At last, in my own country, I understood what a Vietnamese villager must have felt at what the Marines called a “county fair,” when the Marines rounded up everyone they could find in a hamlet—all women, children and old people never draft- or VC-age young men—to be questioned one at a time in a tent, meanwhile passing out candy to the kids and giving vaccinations. Winning hearts and minds, trying to recruit informers. No one among the villagers knowing what the soldiers, in their combat gear, would do next, or which of them might be detained.
We sat and talked and waited for the police to come again. They lowered their helmets and formed up. The two women I was with were both older than I was. I moved my body in front of them, to take the first blows. I felt a hand on my elbow.
“Excuse me, I was sitting there,” the woman who shared the Zinns’ house said to me, with a cold look. She hadn’t come there that day and sat down, she told me later, to be protected by me. I apologized and scrambled back, behind them.
No one moved. The police didn’t move, either. They stood in formation facing us, plastic masks over their faces, for quite a while. But they didn’t come forward again. They had kept open a passage in front for the employees inside to leave after 5, and eventually the police left, and we left.
There was a happier story to tell, slightly more than one month later. On Saturday night, June 12, 1971, we had a date with Howard and Roz to see “Butch Cassidy and the Sundance Kid” in Harvard Square. But that morning I learned from someone at The New York Times that—without having alerted me—The Times was about to start publishing the top secret documents I had given them that evening.
That meant I might get a visit from the FBI at any moment; and for once, I had copies of the papers in my apartment, because I planned to send them to Sen. Mike Gravel for his filibuster against the draft.
From Secrets (p. 386):
“I had to get the documents out of our apartment. I called the Zinns, who had been planning to come by our apartment later to join us for the movie, and asked if we could come by their place in Newton [Mass.] instead. I took the papers in a box in the trunk of our car. They weren’t the ideal people to avoid attracting the attention of the FBI. Howard had been in charge of managing antiwar activist Daniel Berrigan’s movements underground while he was eluding the FBI for months (so from that practical point of view he was an ideal person to hide something from them), and it could be assumed that his phone was tapped, even if he wasn’t under regular surveillance.
“However, I didn’t know whom else to turn to that Saturday afternoon. Anyway, I had given Howard a large section of the study already, to read as a historian; he’d kept it in his office at Boston University. As I expected, they said yes immediately. Howard helped me bring up the box from the car.
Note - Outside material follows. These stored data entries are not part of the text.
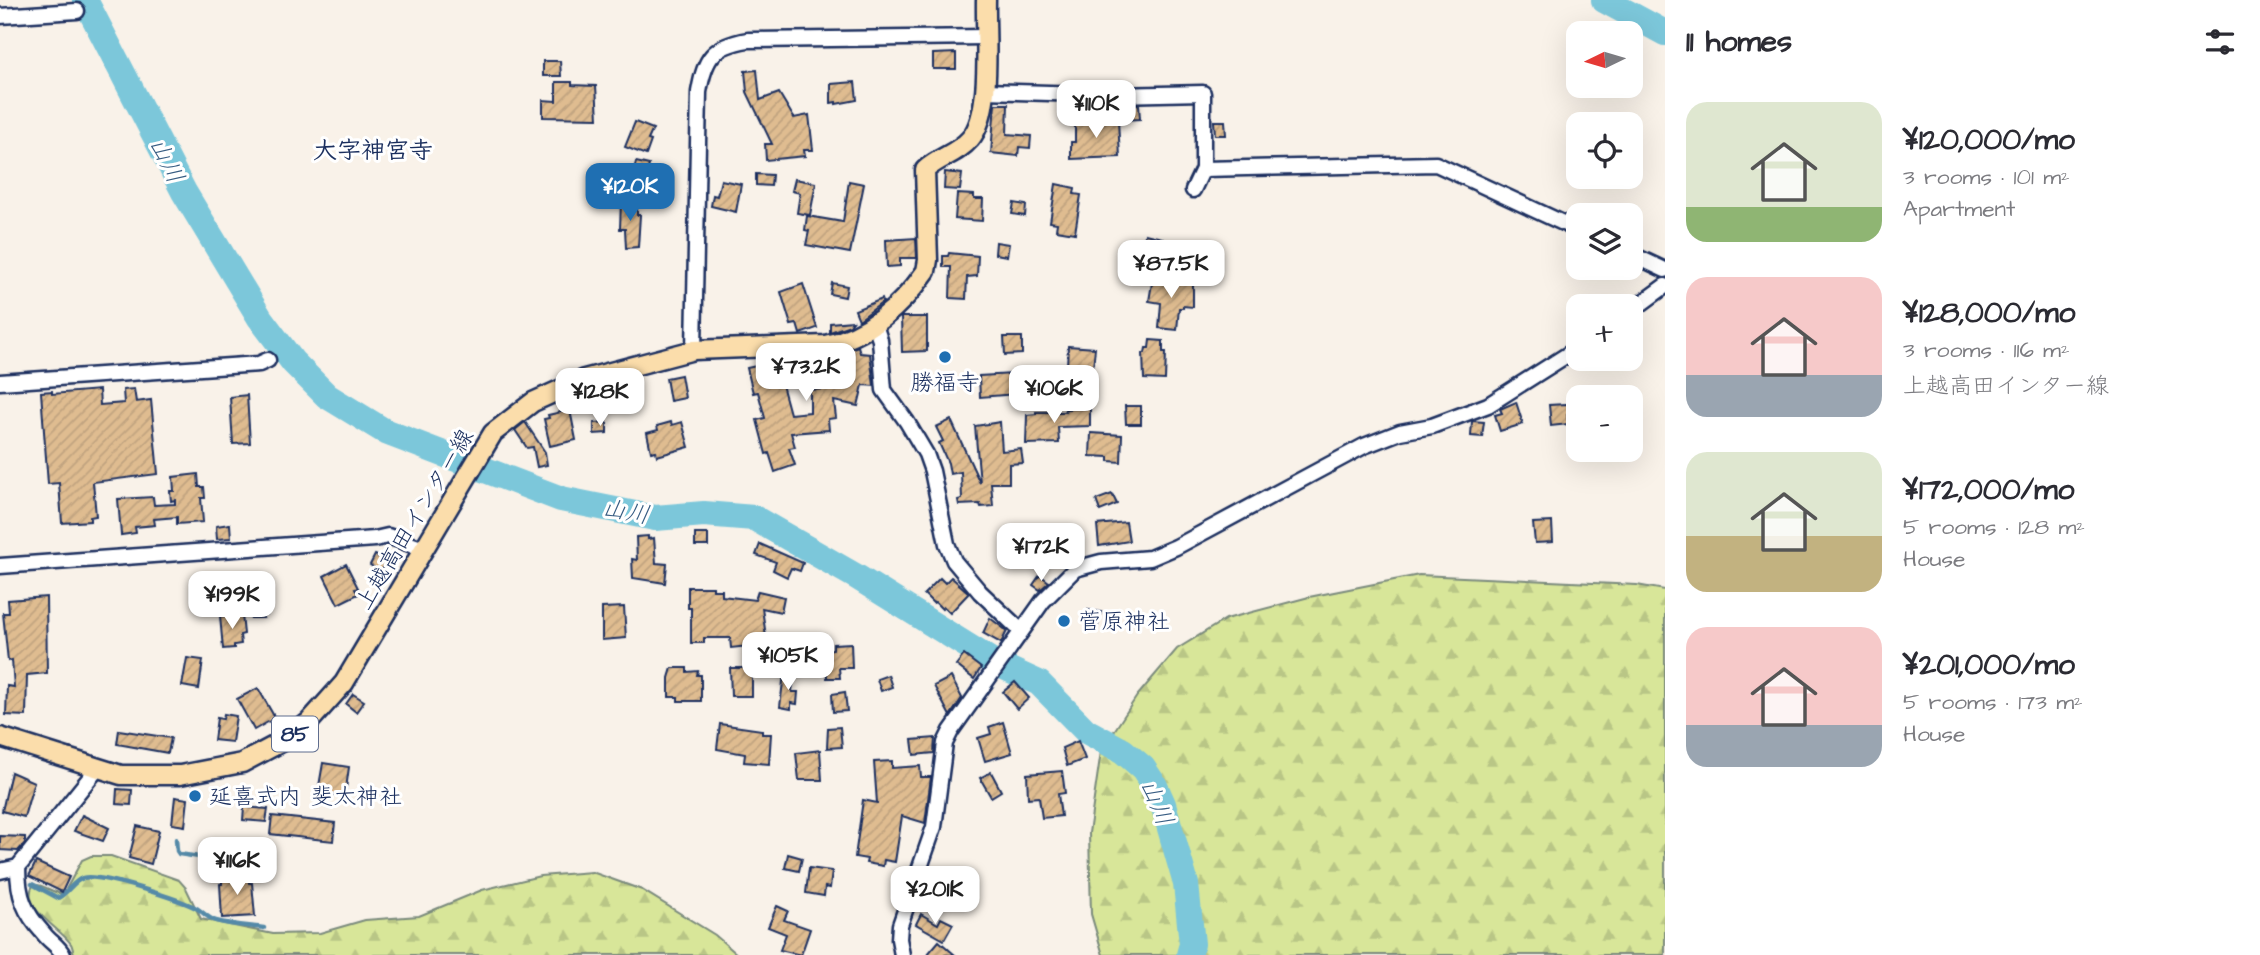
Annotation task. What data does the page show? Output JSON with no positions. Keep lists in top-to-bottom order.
{
  "streets": {
    "main road": ["上越高田インター線", "85"]
  },
  "districts": ["大字神宮寺"],
  "water": ["山川"],
  "places": ["勝福寺", "菅原神社", "延喜式内 斐太神社"],
  "north": "left",
  "page": {
    "heading": "11 homes",
    "map_buttons": ["+", "−"],
    "price": [
      "¥110K",
      "¥120K",
      "¥87.5K",
      "¥73.2K",
      "¥106K",
      "¥128K",
      "¥172K",
      "¥199K",
      "¥105K",
      "¥116K",
      "¥201K"
    ],
    "list": [
      {
        "name": "¥120,000/mo",
        "note": "3 rooms · 101 m² · Apartment"
      },
      {
        "name": "¥128,000/mo",
        "note": "3 rooms · 116 m² · 上越高田インター線"
      },
      {
        "name": "¥172,000/mo",
        "note": "5 rooms · 128 m² · House"
      },
      {
        "name": "¥201,000/mo",
        "note": "5 rooms · 173 m² · House"
      }
    ]
  }
}
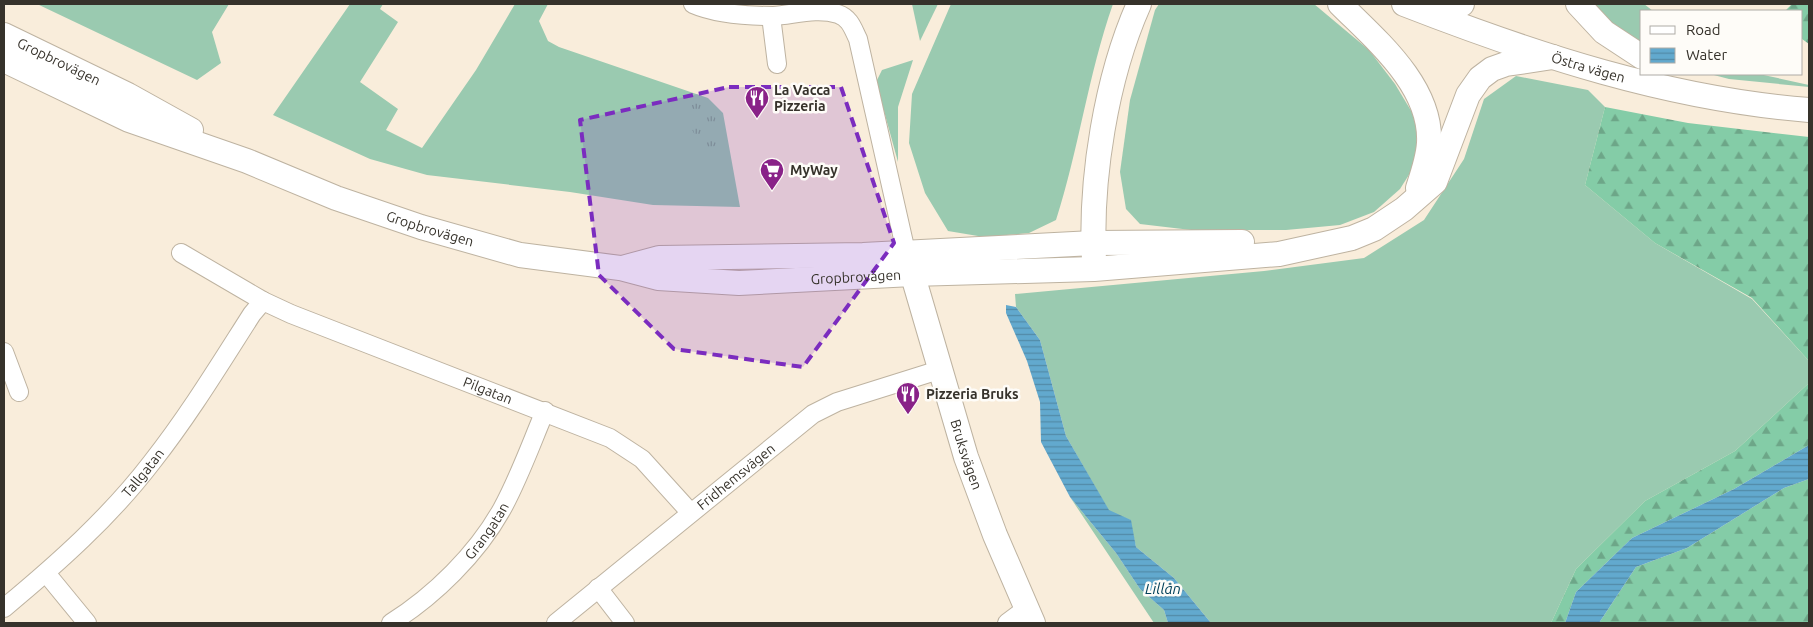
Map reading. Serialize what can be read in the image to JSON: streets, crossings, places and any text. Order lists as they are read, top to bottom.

“We drove back to Harvard Square for the movie. The Zinns had never seen ‘Butch Cassidy’ before. It held up for all of us. Afterward we bought ice-cream cones at Brigham’s and went back to our apartment. Finally Howard and Roz went home before it was time for the early edition of the Sunday New York Times to arrive at the subway kiosk below the square.
“Around midnight Patricia and I went over to the square and bought a couple of copies. We came up the stairs into Harvard Square reading the front page, with the three-column story about the secret archive, feeling very good.”
Daniel Ellsberg is a lecturer, writer and activist and the former American military analyst employed by the RAND Corporation who, in 1971, released the Pentagon Papers to The New York Times. (This story appeared previously at Truthdig.)